Dataset entries
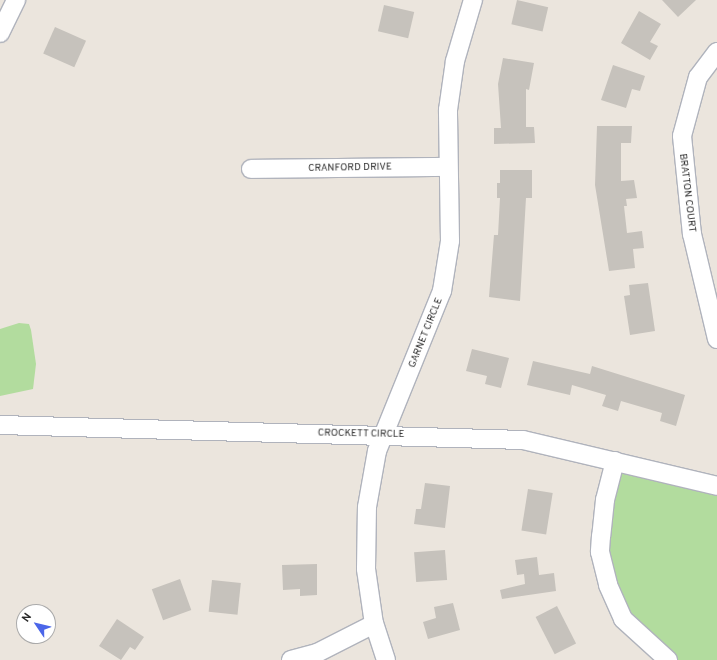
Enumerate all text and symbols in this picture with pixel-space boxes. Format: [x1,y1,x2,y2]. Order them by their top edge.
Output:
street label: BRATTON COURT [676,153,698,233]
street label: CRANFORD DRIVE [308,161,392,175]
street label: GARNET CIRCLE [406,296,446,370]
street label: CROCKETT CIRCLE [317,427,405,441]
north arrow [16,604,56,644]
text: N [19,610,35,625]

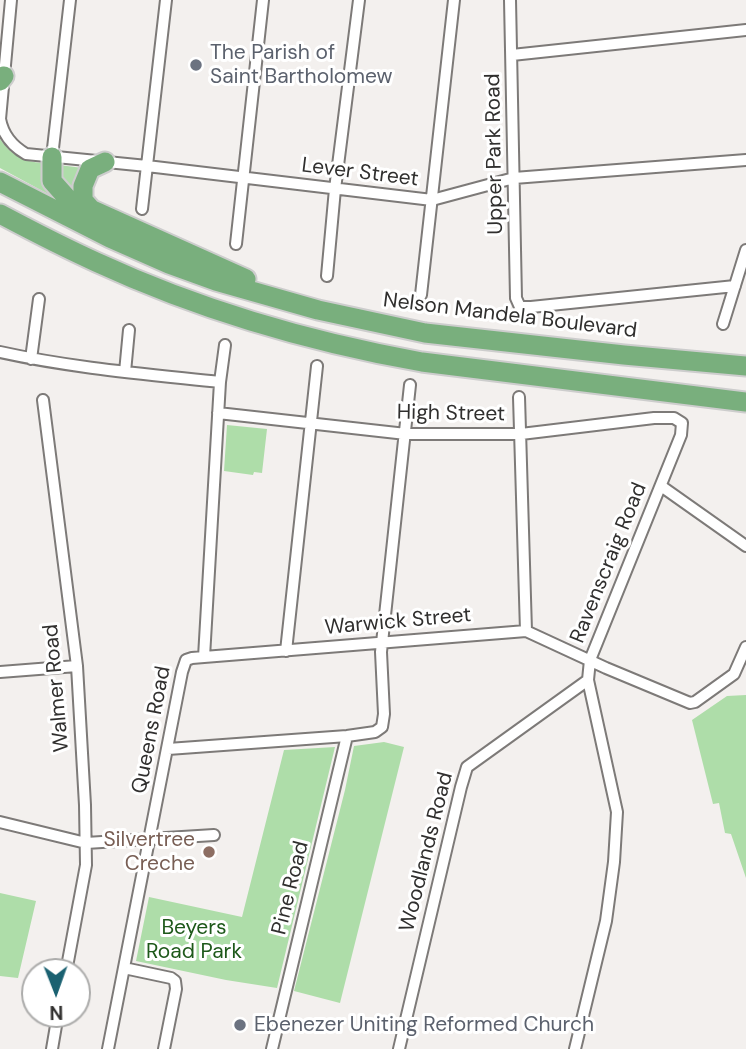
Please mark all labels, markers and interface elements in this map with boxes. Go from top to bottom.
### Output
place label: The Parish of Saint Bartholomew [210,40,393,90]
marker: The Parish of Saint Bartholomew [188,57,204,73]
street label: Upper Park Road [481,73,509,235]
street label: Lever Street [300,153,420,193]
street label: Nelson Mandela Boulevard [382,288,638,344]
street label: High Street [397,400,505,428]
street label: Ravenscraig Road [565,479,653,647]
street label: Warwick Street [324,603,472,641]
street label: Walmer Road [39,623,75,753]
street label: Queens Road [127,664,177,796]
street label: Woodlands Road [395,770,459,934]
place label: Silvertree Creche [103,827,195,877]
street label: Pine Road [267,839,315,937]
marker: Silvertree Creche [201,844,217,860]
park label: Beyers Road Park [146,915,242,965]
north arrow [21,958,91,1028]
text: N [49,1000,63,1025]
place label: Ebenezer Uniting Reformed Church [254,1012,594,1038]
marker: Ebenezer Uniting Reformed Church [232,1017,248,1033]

■ Task to carry out
Letter for letter, reproduce every record above and skip the pictures.

■ Solution
Enumerate all text and symbols in this picture with pixel-space boxes. Format: [x1,y1,x2,y2]. Order them by their top edge.
Output:
street label: BRATTON COURT [676,153,698,233]
street label: CRANFORD DRIVE [308,161,392,175]
street label: GARNET CIRCLE [406,296,446,370]
street label: CROCKETT CIRCLE [317,427,405,441]
north arrow [16,604,56,644]
text: N [19,610,35,625]

Please mark all labels, markers and interface elements in this map with boxes. Go from top to bottom.
### Output
place label: The Parish of Saint Bartholomew [210,40,393,90]
marker: The Parish of Saint Bartholomew [188,57,204,73]
street label: Upper Park Road [481,73,509,235]
street label: Lever Street [300,153,420,193]
street label: Nelson Mandela Boulevard [382,288,638,344]
street label: High Street [397,400,505,428]
street label: Ravenscraig Road [565,479,653,647]
street label: Warwick Street [324,603,472,641]
street label: Walmer Road [39,623,75,753]
street label: Queens Road [127,664,177,796]
street label: Woodlands Road [395,770,459,934]
place label: Silvertree Creche [103,827,195,877]
street label: Pine Road [267,839,315,937]
marker: Silvertree Creche [201,844,217,860]
park label: Beyers Road Park [146,915,242,965]
north arrow [21,958,91,1028]
text: N [49,1000,63,1025]
place label: Ebenezer Uniting Reformed Church [254,1012,594,1038]
marker: Ebenezer Uniting Reformed Church [232,1017,248,1033]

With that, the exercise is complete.